Pałasz A - Monatsh. Chem. (2012)

Bottom Line: Knoevenagel condensation of barbituric acids with aromatic aldehydes containing one or two formyl groups was carried out. 5-Arylidenebarbituric acids underwent smooth hetero-Diels-Alder (HDA) reactions with enol ethers to afford cis and trans diastereoisomers of pyrano[2,3-d]pyrimidine-2,4-diones and 5,5'-(1,4-phenylene)bis[2H-pyrano[2,3-d]pyrimidine-2,4(3H)-dione] derivatives in excellent yields (75-88 %).All reactions were carried out without catalyst at room temperature.The reactions of malononitrile with Knoevenagel condensation products of barbituric acids and heteroaromatic aldehydes or terephthalaldehyde were examined and did not provide corresponding pyranopyrimidines. .

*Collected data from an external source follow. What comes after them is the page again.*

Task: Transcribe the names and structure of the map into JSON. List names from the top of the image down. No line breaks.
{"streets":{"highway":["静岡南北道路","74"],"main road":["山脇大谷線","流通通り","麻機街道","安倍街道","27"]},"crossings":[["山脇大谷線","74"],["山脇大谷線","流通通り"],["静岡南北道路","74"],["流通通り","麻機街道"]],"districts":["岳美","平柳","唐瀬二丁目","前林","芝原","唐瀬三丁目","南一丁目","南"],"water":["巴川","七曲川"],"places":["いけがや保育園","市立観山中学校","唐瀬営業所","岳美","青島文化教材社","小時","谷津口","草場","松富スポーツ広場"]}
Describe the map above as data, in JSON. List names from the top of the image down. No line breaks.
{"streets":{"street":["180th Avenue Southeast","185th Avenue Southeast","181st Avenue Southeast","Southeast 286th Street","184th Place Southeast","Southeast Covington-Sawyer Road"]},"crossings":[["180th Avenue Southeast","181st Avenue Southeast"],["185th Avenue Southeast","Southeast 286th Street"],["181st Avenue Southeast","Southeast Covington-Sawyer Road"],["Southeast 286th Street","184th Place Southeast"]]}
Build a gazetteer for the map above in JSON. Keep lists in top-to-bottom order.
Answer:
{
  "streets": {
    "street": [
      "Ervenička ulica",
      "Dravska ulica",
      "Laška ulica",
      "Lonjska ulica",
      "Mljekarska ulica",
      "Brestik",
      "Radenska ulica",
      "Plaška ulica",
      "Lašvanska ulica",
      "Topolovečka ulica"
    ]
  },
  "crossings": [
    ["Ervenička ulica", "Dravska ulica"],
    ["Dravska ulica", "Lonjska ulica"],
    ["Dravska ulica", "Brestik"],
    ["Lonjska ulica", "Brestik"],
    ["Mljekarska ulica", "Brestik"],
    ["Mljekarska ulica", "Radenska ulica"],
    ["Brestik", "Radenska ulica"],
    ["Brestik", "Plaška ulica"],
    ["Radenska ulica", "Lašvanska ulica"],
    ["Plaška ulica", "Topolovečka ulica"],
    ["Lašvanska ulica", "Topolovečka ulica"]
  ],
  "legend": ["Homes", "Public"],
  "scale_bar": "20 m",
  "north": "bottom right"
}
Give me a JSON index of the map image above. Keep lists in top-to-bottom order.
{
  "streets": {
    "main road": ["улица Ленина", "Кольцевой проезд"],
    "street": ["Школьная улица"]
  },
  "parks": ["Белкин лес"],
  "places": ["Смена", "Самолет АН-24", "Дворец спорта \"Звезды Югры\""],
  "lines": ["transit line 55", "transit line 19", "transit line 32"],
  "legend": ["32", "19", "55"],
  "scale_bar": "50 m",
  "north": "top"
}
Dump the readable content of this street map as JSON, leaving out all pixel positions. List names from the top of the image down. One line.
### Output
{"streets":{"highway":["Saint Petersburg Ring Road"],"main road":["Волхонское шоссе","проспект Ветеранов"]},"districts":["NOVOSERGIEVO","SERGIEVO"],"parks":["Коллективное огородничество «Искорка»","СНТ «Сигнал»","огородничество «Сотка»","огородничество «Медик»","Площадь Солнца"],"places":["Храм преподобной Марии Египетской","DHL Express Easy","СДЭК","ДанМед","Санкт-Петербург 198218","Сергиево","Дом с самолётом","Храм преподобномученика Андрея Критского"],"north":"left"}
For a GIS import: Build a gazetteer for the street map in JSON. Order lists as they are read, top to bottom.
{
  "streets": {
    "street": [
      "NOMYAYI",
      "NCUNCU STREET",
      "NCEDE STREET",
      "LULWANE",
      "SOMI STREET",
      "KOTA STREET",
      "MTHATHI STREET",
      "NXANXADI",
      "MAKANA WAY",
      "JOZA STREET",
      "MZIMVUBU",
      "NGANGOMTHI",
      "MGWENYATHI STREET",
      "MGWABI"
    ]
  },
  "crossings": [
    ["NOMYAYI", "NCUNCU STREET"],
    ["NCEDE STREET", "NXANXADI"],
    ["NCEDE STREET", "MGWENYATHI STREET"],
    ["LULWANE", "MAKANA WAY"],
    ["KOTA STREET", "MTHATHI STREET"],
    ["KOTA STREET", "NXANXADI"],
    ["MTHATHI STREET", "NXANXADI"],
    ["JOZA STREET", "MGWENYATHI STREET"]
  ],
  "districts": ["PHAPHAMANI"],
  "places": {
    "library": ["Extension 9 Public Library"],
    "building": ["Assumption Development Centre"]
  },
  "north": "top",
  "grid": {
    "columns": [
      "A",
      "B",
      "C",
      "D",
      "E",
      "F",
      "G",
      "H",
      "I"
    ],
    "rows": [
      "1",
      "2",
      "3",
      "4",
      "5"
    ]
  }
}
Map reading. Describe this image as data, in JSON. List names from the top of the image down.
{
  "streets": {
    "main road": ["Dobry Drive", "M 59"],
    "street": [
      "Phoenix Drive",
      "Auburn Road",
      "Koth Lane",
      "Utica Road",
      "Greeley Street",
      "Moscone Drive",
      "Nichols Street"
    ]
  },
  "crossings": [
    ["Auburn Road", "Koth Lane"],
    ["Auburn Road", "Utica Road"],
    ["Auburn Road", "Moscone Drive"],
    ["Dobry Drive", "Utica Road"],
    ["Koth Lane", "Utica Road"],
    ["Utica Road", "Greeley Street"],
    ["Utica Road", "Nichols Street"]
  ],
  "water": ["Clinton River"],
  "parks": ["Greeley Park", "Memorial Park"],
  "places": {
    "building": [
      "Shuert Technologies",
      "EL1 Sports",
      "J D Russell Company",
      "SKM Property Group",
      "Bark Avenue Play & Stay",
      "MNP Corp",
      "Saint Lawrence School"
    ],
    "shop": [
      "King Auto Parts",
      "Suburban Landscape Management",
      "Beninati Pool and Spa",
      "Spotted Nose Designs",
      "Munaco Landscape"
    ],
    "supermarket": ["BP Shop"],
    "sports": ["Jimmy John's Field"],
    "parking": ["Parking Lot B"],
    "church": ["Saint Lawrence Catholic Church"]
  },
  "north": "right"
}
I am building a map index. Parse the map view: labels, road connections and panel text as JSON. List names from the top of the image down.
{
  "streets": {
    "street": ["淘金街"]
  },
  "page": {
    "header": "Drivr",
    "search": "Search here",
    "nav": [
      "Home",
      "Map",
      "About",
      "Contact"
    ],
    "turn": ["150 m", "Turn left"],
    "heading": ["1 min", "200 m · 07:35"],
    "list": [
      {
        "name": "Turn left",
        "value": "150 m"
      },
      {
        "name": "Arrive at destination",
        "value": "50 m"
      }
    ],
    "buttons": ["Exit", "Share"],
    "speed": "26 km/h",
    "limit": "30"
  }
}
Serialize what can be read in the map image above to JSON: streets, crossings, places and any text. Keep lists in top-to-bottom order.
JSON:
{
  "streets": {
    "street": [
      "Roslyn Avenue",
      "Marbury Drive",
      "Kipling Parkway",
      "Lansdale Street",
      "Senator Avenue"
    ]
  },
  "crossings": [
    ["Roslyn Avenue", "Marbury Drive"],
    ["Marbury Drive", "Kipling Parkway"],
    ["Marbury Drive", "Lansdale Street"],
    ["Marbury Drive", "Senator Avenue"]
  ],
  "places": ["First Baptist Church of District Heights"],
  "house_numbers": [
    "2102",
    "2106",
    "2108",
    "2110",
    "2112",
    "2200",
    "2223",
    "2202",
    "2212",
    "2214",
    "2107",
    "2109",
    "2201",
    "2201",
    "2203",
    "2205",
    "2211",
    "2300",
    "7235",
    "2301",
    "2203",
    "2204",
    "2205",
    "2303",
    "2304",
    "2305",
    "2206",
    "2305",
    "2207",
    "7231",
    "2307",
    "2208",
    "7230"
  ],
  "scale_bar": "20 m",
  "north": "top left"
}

View Article: PubMed Central - PubMed

Affiliation: Department of Organic Chemistry, Jagiellonian University, Kraków, Poland.

ABSTRACT

Abstract: Knoevenagel condensation of barbituric acids with aromatic aldehydes containing one or two formyl groups was carried out. 5-Arylidenebarbituric acids underwent smooth hetero-Diels-Alder (HDA) reactions with enol ethers to afford cis and trans diastereoisomers of pyrano[2,3-d]pyrimidine-2,4-diones and 5,5'-(1,4-phenylene)bis[2H-pyrano[2,3-d]pyrimidine-2,4(3H)-dione] derivatives in excellent yields (75-88 %). Syntheses were realized by Knoevenagel condensation and HDA reaction in four different reaction conditions: Knoevenagel condensation in water and Diels-Alder reaction in methylene chloride solution, Knoevenagel condensation in water and Diels-Alder reaction without solvent, three-component one-pot reaction in methylene chloride solution, or three-component one-pot reaction in water. All reactions were carried out without catalyst at room temperature. The reactions of malononitrile with Knoevenagel condensation products of barbituric acids and heteroaromatic aldehydes or terephthalaldehyde were examined and did not provide corresponding pyranopyrimidines.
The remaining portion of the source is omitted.